August 18th, 2019

Build-A-Bike Builds More Than a Bike

By Katie Moritz

“I’ve spent so much time on it,” Tracy DeLillo says as he looks over the 1981 Harley-Davidson Super Glide that he and Facilities Manager, Phil Rowell, are rebuilding at the Veteran’s Place in Northfield. “Hundreds of hours sitting out here, putting things back, lining things up.”

Both Tracy DeLillo, a vet who is staying at the Veteran’s Place, and Phil Rowell, a case manager as well as the facilities manager, are rebuilding the bike in memory of Arthur Healey, the former Vice President of the Board of Directors, who tragically lost his life this past June in a motorcycle accident in Massachusetts.

“One thing he loved,” said Rowell, “was riding his Harley and veterans.”

Prior to its purchase, the bike had sat for a long time and it had needed a fair amount of work. Rowell explained that he had wanted to get the bike because he wanted to “get somebody like Tracy who needed something to do” involved in an activity that was not only interesting, but also therapeutic.

But it’s not cheap to rebuild a Harley.

That’s why Rowell and DeLillo are glad to get some help. For example, three Harley dealerships have pitched in, donating and discounting parts. Their Build-a-Bike has also received support from the United Motorcycles of Vermont, which donated $500, the auxiliary post where Healey was a member plans to donate funds, and Vintage Vendor out of Burlington will be doing the paint at a discounted rate.

“There’s a lot of support from the motorcycle community,” DeLillo explained. “It’s going to be black cherry and it’s going to be awesome,” added Rowell. “We can’t wait to see it.”

Once this Build-a-Bike is finished, DeLillo and Rowell plan to rebuild another bike, which they will then raffle off to raise money for the Veteran’s Place.

Working on the bike is more than just busy work; the final outcome matters. Even with a cane, Rowell still rides.

“Only thing my disability hasn’t taken away from me,” he said. “And I’m not gonna let it.”


DeLillo has been out in the shed working on the bike for about a month now.  He held out his phone to show a photograph of the bike in its original state.

“It had moss on it, you couldn’t see any shine on it,” he said as he swiped through different pictures. It doesn’t take much of a stretch to see that the bike seems to represent the bigger picture of the Veteran’s Place.

A transitional home for homeless veterans, the Veteran’s Place offers veterans a chance to rebuild their lives.

“Just because you’re here, doesn’t mean you’re absolutely destitute and poor,” Rowell explained. “Some people get confused with that, because if you don’t have a place to live, it doesn’t mean you’re absolutely poor.” DeLillo nodded next to him, adding “It’s not like we were all swept up off the sidewalk.”

Veterans are here for a variety of reasons but ultimately they just need a little help putting things back together. While some simply cannot pay their bills, others are managing mental health issues. Many have struggled with disabilities related to their service, and at times struggle to get the assistance they need.

Started in 2009, the Veteran’s Place has up to 26 beds, and vets can stay for up to two years. And it offers more than a space to eat, a place to sleep, and the ability to connect to social service; it fosters community and pulls veterans out of depression and isolation.

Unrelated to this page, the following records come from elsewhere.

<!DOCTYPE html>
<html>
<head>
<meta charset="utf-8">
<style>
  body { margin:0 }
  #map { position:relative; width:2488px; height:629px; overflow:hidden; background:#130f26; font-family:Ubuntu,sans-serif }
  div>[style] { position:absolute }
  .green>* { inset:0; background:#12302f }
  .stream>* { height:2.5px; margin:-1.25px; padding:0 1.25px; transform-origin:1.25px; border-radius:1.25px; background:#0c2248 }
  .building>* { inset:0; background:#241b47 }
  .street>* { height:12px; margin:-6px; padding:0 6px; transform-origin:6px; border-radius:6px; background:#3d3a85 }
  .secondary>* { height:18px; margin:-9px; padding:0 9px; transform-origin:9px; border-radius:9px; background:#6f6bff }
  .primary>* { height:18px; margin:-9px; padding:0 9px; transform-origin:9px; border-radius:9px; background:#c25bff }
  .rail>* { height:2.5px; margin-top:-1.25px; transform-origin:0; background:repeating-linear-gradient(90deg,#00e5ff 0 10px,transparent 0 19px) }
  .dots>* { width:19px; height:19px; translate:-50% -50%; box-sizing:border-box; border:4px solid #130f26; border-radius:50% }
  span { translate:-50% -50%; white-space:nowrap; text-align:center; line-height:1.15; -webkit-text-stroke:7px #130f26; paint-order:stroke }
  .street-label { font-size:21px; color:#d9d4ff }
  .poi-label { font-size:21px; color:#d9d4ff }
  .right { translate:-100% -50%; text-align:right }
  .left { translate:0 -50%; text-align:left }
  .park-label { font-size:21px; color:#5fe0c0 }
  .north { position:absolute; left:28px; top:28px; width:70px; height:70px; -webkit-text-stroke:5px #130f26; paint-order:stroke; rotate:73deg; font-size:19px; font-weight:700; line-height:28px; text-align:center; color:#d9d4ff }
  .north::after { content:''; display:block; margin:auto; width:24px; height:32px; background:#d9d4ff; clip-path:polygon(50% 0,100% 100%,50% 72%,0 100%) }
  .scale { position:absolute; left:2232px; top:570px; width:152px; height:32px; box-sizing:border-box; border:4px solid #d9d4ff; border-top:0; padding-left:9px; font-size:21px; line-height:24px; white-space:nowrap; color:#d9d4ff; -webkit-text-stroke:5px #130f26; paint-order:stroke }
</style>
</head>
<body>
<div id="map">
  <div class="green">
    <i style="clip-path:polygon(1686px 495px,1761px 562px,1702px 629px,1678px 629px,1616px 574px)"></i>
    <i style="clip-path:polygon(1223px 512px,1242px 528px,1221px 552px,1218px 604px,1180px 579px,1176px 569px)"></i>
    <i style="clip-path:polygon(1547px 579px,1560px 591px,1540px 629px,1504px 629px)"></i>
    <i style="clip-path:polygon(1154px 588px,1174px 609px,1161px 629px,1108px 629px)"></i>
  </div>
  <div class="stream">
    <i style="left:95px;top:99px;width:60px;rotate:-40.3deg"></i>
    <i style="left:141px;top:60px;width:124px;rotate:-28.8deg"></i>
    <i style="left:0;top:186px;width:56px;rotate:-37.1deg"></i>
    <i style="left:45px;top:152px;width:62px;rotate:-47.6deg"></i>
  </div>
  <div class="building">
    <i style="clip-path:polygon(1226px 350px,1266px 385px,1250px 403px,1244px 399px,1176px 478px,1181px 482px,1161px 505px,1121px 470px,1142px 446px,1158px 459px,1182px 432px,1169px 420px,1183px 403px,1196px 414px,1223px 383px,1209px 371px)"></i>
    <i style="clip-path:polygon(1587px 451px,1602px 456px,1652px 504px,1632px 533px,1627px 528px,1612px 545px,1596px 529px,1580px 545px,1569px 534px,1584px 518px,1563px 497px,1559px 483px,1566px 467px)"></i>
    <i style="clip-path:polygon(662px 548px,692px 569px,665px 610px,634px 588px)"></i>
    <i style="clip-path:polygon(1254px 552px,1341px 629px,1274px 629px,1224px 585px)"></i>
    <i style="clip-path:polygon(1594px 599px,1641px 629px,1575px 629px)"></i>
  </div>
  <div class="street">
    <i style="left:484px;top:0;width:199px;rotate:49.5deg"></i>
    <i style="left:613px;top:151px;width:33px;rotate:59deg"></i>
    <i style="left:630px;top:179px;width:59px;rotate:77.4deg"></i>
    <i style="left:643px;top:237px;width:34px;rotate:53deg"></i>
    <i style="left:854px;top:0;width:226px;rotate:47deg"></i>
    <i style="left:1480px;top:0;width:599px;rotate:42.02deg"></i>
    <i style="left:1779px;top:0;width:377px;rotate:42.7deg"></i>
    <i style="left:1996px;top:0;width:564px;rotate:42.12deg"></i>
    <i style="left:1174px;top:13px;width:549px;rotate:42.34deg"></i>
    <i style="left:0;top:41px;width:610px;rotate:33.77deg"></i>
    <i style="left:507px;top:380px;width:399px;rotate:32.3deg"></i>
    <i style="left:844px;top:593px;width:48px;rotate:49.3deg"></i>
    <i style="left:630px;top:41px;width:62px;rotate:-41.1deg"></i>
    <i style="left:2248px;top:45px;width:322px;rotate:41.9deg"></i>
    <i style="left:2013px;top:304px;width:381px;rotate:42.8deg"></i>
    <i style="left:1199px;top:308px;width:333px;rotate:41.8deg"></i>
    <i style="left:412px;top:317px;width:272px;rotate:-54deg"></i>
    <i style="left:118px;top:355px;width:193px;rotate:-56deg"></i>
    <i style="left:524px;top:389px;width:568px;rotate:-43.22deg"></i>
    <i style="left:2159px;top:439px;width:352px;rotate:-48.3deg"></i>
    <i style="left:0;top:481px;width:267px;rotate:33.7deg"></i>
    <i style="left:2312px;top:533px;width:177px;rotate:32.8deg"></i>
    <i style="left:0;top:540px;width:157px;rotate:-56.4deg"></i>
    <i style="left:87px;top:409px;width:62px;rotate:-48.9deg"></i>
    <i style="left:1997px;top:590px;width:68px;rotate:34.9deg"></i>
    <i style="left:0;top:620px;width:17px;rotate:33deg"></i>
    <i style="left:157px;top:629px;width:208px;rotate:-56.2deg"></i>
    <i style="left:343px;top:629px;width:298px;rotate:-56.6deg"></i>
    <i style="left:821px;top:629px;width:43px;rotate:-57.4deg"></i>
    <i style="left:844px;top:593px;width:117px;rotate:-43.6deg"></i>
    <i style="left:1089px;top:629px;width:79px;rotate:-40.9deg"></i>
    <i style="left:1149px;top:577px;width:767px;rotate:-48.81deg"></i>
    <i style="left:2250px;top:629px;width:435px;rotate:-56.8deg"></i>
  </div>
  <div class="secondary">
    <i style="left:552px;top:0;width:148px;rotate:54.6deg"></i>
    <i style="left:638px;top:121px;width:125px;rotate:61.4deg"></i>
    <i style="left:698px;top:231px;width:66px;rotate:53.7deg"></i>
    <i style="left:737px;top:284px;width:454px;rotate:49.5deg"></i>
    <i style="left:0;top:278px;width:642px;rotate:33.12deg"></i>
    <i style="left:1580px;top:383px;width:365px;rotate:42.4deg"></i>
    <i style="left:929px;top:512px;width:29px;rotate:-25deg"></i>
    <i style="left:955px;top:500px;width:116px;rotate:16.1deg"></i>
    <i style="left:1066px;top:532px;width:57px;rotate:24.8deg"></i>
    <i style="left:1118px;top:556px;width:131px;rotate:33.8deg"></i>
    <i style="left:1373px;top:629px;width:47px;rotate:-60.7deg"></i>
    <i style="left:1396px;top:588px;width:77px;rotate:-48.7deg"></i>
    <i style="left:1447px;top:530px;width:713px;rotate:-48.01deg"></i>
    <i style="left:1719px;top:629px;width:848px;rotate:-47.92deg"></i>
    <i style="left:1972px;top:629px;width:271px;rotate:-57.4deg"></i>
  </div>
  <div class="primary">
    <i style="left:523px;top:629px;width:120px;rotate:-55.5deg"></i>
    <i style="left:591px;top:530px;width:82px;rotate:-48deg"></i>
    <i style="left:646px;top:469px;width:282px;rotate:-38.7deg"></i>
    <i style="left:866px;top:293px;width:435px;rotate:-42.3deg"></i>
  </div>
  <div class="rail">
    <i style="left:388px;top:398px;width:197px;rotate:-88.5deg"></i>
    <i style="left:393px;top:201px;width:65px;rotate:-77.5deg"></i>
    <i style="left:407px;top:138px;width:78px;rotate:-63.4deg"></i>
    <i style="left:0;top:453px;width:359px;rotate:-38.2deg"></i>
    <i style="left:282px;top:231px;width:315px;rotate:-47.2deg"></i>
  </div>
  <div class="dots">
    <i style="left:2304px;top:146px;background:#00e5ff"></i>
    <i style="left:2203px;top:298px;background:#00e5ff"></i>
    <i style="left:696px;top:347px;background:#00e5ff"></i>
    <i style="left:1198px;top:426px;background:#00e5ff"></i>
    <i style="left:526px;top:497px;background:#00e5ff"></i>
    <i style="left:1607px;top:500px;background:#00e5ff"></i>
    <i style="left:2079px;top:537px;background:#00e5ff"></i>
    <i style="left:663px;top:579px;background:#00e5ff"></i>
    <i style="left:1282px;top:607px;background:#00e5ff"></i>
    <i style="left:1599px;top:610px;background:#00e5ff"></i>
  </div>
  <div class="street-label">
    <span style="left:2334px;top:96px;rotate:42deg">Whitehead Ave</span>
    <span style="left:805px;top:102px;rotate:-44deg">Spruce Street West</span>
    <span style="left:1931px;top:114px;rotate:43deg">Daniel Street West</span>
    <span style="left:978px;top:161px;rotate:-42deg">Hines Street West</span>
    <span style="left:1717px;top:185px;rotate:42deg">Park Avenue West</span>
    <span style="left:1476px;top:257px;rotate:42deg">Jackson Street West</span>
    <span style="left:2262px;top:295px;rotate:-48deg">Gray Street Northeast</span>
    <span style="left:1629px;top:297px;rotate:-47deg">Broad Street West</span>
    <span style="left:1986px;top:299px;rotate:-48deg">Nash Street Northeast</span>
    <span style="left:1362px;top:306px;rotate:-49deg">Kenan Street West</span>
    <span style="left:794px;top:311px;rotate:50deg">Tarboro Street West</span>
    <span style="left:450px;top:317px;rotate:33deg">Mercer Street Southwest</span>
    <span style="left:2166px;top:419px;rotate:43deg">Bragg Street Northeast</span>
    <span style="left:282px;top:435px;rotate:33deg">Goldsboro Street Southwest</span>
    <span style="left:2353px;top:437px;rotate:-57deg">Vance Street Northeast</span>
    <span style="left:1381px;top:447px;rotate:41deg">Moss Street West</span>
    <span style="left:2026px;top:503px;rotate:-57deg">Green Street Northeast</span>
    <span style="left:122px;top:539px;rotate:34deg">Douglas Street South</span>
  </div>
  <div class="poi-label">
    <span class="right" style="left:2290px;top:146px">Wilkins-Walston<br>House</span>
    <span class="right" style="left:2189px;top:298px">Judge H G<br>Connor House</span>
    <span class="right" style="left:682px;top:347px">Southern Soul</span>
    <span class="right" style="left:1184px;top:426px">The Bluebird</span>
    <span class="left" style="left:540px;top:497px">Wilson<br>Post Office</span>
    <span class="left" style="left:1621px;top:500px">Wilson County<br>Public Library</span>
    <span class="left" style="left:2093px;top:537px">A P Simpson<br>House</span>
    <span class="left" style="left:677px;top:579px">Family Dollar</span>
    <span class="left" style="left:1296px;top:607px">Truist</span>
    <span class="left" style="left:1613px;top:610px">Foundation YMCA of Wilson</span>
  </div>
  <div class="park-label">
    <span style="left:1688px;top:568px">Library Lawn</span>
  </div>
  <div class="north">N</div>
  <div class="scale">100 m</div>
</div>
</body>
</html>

“We do, for the most part, the maintenance on the building,” said DeLillo. “You’ll have guys who are carpenters, electricians… Makes you as a person have a reason.”

One example of this is when DeLillo stepped away from the bike to give a tour of the wood shop. He pulled birdhouses done by resident Earl Gleason down from a shelf, and marveled at their fine craftsmanship. “No nails!” He exclaimed. “All dowls!” These veterans, too, are finding new ways of building themselves.

DeLillo’s the one doing most of the physical work on the bike and he believes that it has helped him.

“I lost interest in a lot of things that I used to enjoy,” he said. But because of Rowell’s idea to rebuilt the bike, DeLillo found something that got him out of his depression. “If I didn’t have this, I dunno what the heck I’d do.”

DeLillo, who served as a paratrooper in the 82nd airborne in the early 1980s, arrived at the Veteran’s Place in early April. He had been in a PTSD ward in Northampton, Massachusetts and he had nowhere to go. His roommate in the ward had lived at the Veteran’s Place at one time and had given him Rowell’s phone number. For that, he is immensely grateful.

DeLillo hopes to be done rebuilding the bike in a couple of weeks. It’s been a while since he has been out on the road, estimating around seven to eight years. His first bike was, you guessed it, a dirt bike. “If I didn’t do my homework: No dirt bike. It absolutely worked. Some kids got ponies, I got a dirt bike.”

Originally from New London, Connecticut, DeLillo will soon be traveling south. “I’m heading to Florida. I have two grandchildren, my oldest daughter, and my mom there.” He will be closer to family and the winters will be better.


Plus, he’ll be able to ride his newly built bike.